AIM OF THE TASK:
Work out how many lines in the records include the word "tools", then answer with nothing but that number.

╭─ SUPPLIED RECORDS

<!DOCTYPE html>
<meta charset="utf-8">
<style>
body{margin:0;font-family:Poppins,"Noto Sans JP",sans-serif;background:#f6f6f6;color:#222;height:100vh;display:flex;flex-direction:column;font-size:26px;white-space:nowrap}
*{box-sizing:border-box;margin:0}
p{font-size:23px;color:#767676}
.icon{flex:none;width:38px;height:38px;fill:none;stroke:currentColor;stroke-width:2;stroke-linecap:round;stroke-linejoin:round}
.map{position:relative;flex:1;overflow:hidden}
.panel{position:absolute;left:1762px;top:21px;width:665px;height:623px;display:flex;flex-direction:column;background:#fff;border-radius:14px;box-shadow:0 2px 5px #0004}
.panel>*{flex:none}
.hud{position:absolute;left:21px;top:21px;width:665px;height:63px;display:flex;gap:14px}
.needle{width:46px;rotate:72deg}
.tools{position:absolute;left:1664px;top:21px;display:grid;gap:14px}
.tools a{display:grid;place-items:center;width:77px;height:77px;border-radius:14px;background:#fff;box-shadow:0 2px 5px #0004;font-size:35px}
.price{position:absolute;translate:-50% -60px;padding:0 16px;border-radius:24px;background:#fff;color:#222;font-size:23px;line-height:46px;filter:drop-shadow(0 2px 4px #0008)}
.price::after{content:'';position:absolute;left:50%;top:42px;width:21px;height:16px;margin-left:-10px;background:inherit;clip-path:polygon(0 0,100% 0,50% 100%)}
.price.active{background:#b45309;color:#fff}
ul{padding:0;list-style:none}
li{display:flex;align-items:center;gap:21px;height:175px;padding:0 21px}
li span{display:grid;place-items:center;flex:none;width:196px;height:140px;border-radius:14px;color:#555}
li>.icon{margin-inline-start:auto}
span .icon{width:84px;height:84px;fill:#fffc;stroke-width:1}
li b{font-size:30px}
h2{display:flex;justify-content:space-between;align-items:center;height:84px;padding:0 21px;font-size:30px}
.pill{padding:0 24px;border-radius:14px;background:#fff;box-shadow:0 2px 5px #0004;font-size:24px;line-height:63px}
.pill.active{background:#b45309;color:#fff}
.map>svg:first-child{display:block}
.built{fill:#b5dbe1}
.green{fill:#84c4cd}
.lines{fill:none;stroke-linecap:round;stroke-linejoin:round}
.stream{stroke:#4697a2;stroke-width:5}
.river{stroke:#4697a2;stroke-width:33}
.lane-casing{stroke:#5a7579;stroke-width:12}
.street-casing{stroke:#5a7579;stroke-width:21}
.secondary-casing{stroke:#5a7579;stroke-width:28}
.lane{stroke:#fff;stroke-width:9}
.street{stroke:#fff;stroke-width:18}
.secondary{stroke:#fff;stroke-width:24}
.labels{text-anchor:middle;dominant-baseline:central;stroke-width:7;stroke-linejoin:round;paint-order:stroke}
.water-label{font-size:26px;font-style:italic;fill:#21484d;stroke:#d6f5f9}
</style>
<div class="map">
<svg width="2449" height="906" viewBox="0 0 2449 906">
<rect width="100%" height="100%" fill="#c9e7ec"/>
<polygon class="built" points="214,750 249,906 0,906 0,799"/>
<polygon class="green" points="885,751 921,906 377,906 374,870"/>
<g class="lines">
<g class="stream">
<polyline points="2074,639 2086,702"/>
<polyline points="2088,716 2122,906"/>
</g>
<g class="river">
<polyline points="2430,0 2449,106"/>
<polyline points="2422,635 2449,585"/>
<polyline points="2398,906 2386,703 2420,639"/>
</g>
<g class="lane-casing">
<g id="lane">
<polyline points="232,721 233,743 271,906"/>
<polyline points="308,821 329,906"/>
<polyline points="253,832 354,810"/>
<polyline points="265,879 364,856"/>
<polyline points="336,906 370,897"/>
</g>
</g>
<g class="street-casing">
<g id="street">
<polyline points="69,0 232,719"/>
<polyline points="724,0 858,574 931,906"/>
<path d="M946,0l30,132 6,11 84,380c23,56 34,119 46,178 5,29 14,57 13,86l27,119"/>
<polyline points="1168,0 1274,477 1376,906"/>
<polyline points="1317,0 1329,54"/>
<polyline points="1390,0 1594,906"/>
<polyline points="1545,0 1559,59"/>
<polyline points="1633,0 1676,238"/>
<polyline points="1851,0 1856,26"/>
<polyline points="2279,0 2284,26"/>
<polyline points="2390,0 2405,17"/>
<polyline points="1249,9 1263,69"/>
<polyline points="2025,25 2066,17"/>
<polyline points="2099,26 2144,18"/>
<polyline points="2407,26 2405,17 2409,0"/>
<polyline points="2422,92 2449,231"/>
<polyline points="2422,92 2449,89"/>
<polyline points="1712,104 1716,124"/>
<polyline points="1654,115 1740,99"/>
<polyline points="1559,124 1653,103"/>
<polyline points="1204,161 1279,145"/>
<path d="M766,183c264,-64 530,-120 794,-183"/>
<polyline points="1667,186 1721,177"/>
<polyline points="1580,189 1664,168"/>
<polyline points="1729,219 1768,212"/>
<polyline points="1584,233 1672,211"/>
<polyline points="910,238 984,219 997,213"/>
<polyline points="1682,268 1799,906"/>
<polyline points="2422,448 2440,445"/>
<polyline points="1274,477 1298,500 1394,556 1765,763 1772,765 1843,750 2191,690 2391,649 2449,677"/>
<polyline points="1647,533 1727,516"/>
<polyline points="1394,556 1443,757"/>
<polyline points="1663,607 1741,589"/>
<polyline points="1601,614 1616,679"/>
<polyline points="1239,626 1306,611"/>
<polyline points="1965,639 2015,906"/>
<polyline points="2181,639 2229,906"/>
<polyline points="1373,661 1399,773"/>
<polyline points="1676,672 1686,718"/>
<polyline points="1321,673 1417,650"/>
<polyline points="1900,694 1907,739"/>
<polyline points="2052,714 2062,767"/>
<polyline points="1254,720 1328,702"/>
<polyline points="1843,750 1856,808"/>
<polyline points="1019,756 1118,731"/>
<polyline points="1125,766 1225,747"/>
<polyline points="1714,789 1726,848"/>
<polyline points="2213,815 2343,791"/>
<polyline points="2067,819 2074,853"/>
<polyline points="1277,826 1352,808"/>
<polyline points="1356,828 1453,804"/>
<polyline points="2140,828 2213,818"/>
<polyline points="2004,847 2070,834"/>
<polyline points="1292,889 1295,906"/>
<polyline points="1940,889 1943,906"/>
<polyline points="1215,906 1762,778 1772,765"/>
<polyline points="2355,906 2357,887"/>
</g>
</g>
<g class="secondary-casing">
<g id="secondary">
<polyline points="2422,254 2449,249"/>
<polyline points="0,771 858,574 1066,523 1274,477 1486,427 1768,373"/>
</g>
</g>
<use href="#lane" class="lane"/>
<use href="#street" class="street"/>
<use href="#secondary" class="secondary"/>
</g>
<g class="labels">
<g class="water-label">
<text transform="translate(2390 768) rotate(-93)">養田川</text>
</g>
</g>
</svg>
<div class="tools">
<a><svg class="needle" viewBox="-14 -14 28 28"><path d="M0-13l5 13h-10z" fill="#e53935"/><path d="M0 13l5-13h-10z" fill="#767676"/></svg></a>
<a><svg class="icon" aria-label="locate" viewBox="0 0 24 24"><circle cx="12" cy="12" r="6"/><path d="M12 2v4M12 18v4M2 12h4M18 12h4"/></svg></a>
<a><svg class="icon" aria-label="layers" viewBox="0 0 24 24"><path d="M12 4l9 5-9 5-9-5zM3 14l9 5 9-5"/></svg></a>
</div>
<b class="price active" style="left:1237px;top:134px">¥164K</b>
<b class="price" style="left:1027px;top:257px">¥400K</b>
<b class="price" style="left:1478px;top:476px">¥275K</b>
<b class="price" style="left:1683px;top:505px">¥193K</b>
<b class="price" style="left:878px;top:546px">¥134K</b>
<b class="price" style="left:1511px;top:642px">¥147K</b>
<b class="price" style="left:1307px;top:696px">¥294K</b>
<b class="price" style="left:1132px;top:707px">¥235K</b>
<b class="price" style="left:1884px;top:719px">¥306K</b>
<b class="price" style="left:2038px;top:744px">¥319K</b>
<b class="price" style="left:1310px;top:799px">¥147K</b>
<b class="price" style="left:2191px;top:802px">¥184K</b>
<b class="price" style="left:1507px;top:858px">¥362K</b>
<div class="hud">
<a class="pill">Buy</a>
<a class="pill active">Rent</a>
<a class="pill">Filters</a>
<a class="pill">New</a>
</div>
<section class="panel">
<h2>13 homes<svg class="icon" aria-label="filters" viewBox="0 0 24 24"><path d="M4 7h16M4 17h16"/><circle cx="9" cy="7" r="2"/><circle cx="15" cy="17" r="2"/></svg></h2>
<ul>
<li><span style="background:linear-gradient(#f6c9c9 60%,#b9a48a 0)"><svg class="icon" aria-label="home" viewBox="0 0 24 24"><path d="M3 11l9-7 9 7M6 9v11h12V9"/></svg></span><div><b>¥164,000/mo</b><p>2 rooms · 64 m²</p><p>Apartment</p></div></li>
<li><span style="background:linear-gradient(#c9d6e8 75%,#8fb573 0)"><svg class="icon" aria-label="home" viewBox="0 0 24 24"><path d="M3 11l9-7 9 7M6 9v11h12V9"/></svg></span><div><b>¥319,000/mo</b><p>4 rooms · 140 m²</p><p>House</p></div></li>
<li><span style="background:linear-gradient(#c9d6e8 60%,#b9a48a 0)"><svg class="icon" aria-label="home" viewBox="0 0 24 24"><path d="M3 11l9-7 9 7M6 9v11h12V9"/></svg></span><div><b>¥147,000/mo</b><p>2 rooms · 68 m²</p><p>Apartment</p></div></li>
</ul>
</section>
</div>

╰─

EXERCISE RESULT:
3